Reproduction in code (playground)
pub fn visit_both(a: &[u32], b: &[u32], f: fn(u32)) {
for &elt in chain(a, b) {
f(elt)
}
}
/// this is a simplified version of std::iter::Chain
pub struct Chain<I> { front: bool, a: I, b: I }
fn chain<I>(a: I, b: I) -> Chain<I::IntoIter> where I: IntoIterator {
Chain { front: true, a: a.into_iter(), b: b.into_iter() }
}
impl<I> Iterator for Chain<I> where I: Iterator {
type Item = I::Item;
fn next(&mut self) -> Option<Self::Item> {
if self.front {
if let elt @ Some(_) = self.a.next() {
return elt;
}
self.front = false;
}
self.b.next()
}
}
Actual Behaviour
There is only one call instruction in visit_both's generated code, indicating the loop was not split.
Expected Behaviour
Generated code should be more similar to two consecutive loops.
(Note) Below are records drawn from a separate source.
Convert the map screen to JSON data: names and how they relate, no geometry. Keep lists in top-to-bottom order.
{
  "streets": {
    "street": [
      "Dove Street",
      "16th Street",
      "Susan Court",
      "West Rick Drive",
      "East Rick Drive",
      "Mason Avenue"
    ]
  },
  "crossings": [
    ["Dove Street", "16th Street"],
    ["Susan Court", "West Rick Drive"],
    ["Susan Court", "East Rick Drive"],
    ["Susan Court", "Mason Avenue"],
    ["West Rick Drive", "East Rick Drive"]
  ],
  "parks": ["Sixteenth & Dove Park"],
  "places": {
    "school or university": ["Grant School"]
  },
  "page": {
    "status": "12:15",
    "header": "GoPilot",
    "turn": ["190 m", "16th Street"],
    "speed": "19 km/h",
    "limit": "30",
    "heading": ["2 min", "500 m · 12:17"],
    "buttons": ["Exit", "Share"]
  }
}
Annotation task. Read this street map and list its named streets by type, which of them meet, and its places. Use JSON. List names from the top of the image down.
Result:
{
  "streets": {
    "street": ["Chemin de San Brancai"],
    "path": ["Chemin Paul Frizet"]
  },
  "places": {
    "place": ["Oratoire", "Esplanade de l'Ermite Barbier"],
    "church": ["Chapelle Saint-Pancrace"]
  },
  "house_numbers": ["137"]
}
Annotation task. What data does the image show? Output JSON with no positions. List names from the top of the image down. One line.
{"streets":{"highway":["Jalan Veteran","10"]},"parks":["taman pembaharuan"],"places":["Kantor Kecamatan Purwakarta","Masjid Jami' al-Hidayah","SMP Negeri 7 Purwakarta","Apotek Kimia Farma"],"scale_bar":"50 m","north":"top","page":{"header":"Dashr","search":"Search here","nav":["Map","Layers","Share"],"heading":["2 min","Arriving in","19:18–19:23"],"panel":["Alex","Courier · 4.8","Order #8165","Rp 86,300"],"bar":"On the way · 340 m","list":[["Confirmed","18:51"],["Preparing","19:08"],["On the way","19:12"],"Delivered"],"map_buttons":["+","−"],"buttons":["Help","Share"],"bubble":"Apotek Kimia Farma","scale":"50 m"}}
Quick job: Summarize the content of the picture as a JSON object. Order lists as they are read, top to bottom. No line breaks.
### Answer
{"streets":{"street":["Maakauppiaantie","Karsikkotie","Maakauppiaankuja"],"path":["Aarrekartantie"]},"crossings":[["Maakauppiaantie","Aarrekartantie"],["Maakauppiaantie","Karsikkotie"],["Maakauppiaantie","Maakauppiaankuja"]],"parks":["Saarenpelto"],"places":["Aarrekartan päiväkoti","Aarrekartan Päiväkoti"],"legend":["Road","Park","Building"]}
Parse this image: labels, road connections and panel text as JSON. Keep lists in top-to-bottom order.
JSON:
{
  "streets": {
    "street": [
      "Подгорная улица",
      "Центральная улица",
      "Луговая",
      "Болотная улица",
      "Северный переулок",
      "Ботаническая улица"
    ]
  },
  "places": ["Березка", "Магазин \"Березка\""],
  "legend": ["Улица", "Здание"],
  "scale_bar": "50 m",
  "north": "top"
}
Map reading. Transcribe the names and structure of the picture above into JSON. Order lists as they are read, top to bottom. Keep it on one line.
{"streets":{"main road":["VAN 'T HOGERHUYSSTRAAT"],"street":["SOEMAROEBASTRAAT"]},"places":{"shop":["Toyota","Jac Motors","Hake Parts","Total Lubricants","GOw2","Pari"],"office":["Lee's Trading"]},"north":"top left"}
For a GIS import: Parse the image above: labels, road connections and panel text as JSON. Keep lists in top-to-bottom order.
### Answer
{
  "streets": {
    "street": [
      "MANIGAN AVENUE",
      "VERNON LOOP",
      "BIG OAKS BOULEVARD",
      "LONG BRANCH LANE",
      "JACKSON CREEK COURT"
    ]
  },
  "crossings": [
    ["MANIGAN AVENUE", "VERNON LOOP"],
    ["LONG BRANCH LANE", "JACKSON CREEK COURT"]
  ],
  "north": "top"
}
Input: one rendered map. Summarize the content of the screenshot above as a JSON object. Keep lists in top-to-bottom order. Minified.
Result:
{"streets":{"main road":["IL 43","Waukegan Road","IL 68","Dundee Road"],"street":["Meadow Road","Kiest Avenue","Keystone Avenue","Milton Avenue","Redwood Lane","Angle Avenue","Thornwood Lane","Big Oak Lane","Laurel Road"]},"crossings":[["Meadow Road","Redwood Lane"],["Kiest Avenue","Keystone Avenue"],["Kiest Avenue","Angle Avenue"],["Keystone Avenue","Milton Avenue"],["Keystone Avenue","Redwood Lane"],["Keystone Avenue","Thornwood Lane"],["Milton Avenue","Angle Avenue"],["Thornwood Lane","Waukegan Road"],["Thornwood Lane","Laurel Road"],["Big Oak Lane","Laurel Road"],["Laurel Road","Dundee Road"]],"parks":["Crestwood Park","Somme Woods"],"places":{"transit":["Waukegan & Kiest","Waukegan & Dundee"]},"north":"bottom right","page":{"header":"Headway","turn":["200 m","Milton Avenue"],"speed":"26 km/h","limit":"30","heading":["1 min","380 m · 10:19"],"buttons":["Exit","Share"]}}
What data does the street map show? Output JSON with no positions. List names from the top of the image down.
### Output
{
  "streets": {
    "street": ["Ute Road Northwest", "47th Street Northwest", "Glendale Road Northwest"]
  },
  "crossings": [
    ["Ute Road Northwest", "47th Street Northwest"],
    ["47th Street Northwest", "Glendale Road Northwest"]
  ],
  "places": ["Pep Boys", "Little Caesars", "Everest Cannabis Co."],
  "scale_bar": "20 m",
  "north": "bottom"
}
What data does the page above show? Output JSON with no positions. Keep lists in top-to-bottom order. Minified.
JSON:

Hi, I'm new to rustc and would like to help! This issue seems like a nice one to start, do you mind me taking this one?
Liang Ying-Ruei at 2016-11-29 17:26:59
@TheKK I'm sure you can take this. This is not my area, but there will be others that can help you along the way.
bluss at 2016-11-29 20:01:21
cc @pcwalton
Unsure how/if this can be approached.
bluss at 2016-11-29 21:54:45
It can be done with inverting conditions inside out - first condition must check a.next() and return, and only else do something more complicated.
/// this is a simplified version of std::iter::Chain pub struct Chain2<I> { a: I, b: Option<I> } fn chain2<I>(a: I, b: I) -> Chain2<I> where I: Iterator { Chain2 { a: a, b: Some(b) } } impl<I> Iterator for Chain2<I> where I: Iterator { type Item = I::Item; fn next(&mut self) -> Option<Self::Item> { if let Some(item) = self.a.next() { return Some(item); } if let Some(b) = self.b.take() { self.a = b; } self.a.next() } } fn main() { let v0 = vec![0, 1]; let v1 = vec![0, 1, 2]; let mut v3 = vec![]; for &x in chain2(v0.iter(), v1.iter()) { v3.push(x); } assert_eq!(v3, [0, 1, 0, 1, 2]); }basyg at 2017-10-06 19:08:25
Benchmark: test chained ... bench: 3,138 ns/iter (+/- 209) test chained2 ... bench: 696 ns/iter (+/- 7) test unrolled ... bench: 733 ns/iter (+/- 27)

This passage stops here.